# Which classical composer would fit has perfect drinking buddy for deprofundis?



## deprofundis (Apr 25, 2014)

:lol: Ockay this post is not to be taken as sereously, it was mad whit all does respect to humour giggles, plain utter joy of amusement...

Yah i want to know which dead or living composer would fit to be my drinking buddy, any Brandy or Cognac lover hmm, among the classical composer of nowaday or old time?
:tiphat: your pal deprofundis saluted warmly op his dear and loyal friends he cherrish and followers, friendly strangers.


----------



## Portamento (Dec 8, 2016)

Mussorgsky and Reger. They both drank themselves to death - I hope you don't follow suit.


----------



## Klassik (Mar 14, 2017)

Does deprofundis like toilet humor? Mozart and friends were known to write some dirty music when they were out drinking. That sounds like Klassik's kind of party!


----------



## Pugg (Aug 8, 2014)

I do think that you and Mr Bach could have a nice drink and talk about your love for early music.


----------



## Tallisman (May 7, 2017)

Haydn seems like he would be a fun guy. He'd be a happy drunk, unlike Beethoven who'd cry after a couple of drinks and ramble about his nephew.


----------



## Klassik (Mar 14, 2017)

Tallisman said:


> Haydn seems like he would be a fun guy. He'd be a happy drunk, unlike Beethoven who'd cry after a couple of drinks and ramble about his nephew.
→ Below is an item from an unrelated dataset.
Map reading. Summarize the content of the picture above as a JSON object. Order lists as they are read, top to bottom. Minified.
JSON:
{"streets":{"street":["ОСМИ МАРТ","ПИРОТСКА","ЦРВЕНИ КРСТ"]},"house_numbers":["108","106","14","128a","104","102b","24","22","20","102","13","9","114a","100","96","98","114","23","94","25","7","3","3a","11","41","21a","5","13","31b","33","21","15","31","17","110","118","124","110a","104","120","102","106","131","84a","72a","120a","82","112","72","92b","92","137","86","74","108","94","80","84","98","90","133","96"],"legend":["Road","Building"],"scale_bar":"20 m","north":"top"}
FJ or Michael Haydn? :lol:


----------



## millionrainbows (Jun 23, 2012)

Jean Barraque, he had that alcoholic death-wish thing going.


----------



## brianvds (May 1, 2013)

Gesualdo, of course. Keep your hands off his wife, mind you.


----------



## Tallisman (May 7, 2017)

brianvds said:


> Gesualdo, of course. Keep your hands off his wife, mind you.


Why didn't I think of that...


----------



## silentio (Nov 10, 2014)

Mozart. I'm sure when he gets drunk he will improvise a couple "funny" pieces to entertain the day.

_"Leck mich im Arsch"_


----------